Before Oakland played Detroit in Game 3 of the AL Championship Series, Selig spoke about the postseason, saying he'd like to see at least one daytime World Series game in the future.
The wild-card Tigers made a perfect backdrop for his remarks on the playoffs.
"I can't imagine, given the abuse I took, that anybody can imagine this sport without wild cards," he said. "The only question I get now is, 'Why aren't there more?'"
And no, Selig doesn't foresee expanding the current field of eight playoff teams.
Wild cards have done especially well in past Octobers. Starting in 2002, wild cards won three straight World Series championships -- the Anaheim Angels, Florida Marlins and Boston Red Sox. Houston made it to the Series last year, too, but lost.
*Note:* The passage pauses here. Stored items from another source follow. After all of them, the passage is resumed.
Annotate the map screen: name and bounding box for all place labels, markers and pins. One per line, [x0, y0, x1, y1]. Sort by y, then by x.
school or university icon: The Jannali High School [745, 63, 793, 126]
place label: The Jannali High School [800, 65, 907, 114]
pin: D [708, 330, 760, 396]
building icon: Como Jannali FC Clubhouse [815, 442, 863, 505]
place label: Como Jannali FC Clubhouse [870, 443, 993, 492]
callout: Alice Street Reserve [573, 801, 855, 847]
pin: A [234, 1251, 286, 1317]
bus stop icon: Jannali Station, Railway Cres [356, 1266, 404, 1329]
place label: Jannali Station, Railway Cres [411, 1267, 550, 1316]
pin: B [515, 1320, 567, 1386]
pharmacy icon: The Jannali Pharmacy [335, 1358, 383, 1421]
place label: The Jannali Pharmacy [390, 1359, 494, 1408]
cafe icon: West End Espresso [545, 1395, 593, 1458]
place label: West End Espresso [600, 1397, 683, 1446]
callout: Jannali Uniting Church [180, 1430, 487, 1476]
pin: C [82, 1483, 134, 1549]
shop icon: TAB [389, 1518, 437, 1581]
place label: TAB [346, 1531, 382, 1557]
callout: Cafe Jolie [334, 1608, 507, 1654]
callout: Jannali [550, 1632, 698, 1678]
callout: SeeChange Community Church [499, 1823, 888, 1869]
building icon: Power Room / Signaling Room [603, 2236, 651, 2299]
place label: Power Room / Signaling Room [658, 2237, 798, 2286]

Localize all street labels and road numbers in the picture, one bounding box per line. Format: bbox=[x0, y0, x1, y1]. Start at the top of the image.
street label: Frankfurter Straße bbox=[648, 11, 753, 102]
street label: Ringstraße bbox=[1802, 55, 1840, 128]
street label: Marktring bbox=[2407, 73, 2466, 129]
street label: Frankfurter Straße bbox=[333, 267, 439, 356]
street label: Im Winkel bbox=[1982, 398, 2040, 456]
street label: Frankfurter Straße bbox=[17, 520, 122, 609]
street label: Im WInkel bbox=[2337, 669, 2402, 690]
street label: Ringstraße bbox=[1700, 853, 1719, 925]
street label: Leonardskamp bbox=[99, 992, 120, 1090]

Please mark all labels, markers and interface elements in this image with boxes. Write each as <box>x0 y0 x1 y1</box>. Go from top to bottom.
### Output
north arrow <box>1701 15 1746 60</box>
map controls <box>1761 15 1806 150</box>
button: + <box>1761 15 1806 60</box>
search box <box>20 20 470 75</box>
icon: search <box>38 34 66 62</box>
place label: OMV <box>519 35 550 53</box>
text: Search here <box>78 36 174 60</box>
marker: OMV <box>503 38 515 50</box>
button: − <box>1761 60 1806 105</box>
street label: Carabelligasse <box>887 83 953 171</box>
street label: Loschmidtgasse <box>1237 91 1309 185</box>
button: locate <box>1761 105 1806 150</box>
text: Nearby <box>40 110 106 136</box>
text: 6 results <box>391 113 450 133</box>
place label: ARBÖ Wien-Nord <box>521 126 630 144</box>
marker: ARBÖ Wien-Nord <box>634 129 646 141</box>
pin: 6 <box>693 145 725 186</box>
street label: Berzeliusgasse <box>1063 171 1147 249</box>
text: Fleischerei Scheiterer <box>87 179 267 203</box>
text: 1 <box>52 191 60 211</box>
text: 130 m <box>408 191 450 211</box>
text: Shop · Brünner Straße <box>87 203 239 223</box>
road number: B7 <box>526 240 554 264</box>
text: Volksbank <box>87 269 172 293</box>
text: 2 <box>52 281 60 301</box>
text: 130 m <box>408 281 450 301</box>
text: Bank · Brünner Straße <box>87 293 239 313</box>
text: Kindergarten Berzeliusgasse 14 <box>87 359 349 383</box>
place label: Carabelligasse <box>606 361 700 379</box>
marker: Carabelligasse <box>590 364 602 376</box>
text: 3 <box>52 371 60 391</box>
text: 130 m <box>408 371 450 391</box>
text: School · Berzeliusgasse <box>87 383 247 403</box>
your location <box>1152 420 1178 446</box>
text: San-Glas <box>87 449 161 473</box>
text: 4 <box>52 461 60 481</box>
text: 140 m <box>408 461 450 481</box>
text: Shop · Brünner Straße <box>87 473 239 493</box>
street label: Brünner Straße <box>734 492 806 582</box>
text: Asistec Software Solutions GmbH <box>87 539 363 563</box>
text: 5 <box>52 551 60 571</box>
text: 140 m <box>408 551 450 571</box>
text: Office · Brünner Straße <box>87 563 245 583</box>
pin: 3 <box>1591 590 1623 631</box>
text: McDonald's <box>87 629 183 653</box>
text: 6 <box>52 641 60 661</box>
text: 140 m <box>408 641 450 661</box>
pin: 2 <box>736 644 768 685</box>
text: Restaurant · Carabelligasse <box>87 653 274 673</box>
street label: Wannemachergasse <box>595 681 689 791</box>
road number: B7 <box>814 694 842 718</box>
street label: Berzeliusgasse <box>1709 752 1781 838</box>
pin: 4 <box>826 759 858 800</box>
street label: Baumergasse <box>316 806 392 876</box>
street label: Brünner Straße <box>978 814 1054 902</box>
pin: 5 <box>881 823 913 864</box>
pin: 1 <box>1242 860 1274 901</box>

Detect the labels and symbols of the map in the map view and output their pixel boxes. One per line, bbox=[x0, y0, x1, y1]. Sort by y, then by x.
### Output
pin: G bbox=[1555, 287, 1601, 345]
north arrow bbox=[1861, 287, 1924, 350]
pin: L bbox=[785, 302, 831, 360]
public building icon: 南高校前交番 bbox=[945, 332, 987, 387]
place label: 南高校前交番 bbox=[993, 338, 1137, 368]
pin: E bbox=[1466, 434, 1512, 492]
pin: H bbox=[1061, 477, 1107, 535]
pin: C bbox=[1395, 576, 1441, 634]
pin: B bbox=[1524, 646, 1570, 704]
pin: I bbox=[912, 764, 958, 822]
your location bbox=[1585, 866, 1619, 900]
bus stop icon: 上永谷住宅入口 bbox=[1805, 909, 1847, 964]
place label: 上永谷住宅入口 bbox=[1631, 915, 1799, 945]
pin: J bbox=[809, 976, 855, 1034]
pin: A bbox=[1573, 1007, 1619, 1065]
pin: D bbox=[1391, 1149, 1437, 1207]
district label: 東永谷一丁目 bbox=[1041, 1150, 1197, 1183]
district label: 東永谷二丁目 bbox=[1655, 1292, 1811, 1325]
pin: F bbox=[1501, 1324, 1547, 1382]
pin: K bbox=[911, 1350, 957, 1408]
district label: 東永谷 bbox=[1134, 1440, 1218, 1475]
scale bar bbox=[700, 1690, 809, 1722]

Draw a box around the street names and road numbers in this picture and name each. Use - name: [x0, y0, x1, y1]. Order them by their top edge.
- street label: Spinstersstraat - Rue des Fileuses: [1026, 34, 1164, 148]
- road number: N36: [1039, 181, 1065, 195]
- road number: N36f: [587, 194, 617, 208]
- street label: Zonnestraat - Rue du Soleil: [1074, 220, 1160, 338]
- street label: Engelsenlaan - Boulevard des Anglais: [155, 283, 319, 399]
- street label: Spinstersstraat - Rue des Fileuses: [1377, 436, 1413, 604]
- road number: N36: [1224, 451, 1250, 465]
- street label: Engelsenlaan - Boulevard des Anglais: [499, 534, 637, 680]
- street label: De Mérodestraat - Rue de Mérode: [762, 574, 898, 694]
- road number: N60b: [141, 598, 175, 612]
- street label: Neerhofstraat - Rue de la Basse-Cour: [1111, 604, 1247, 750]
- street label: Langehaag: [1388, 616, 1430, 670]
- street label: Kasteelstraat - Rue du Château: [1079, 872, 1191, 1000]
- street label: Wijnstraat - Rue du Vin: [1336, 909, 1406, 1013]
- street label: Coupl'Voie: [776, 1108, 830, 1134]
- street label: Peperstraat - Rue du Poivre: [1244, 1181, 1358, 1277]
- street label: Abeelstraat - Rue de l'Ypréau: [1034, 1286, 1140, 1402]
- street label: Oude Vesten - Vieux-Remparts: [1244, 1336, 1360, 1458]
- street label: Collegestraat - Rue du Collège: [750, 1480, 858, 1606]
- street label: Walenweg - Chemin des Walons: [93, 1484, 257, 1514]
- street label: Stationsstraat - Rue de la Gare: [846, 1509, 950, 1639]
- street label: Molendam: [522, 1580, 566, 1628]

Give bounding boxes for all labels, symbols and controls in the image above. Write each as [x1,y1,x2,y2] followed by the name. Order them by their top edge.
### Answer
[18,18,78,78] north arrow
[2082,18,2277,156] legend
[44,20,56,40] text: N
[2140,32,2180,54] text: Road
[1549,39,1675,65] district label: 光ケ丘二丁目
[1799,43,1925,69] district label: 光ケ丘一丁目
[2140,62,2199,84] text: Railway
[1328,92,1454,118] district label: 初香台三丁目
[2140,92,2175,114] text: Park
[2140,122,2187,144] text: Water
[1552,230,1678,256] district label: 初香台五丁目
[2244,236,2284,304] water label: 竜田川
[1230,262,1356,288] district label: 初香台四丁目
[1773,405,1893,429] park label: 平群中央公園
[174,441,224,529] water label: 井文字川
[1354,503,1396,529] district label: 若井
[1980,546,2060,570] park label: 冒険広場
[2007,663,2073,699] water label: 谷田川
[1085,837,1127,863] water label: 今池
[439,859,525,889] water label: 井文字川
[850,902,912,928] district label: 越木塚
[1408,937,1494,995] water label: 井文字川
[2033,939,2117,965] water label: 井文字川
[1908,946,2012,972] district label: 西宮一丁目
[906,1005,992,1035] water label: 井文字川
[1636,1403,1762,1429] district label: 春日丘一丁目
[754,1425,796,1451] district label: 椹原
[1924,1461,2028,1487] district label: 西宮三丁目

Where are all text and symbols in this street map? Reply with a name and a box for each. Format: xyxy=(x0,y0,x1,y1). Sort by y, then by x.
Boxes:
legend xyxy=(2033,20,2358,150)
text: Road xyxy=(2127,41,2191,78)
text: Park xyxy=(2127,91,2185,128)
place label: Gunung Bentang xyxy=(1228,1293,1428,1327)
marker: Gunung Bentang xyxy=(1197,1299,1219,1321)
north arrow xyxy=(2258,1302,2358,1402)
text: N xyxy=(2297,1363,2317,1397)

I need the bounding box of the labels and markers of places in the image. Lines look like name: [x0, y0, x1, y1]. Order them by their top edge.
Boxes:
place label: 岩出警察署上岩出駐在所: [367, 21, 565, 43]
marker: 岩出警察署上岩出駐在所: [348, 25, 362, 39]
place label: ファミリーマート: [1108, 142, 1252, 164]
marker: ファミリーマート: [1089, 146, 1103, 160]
The Tigers knocked out the New York Yankees, who tied for the best record in the majors, in four games. That early elimination, plus the success of recent wild cards, prompted some fans to wonder whether more weight should be given to teams that win division titles over the 162-game season.
Among the possible ideas: Give the wild-card teams fewer home games in the playoffs.
"It's something we're going to look at after the World Series," Selig said. "We're going to review that. I've been spending a lot of time thinking about it."
Major League Baseball has the chance to re-examine the postseason schedule next year because the new television contract mandates that the World Series start on Tuesday, rather than a weekend.
As a result, three additional off-days will probably be inserted into either the playoffs or regular season. That would give baseball a chance to expand the first round -- as it stands, however, officials seem to be leaning toward adding a travel day between Games 4 and 5.
Going to a best-of-seven in the opening round, however, would require even more time.
"I'm a devotee of the 154-game season, but nobody wants to cut the regular season," he said. "I don't see it."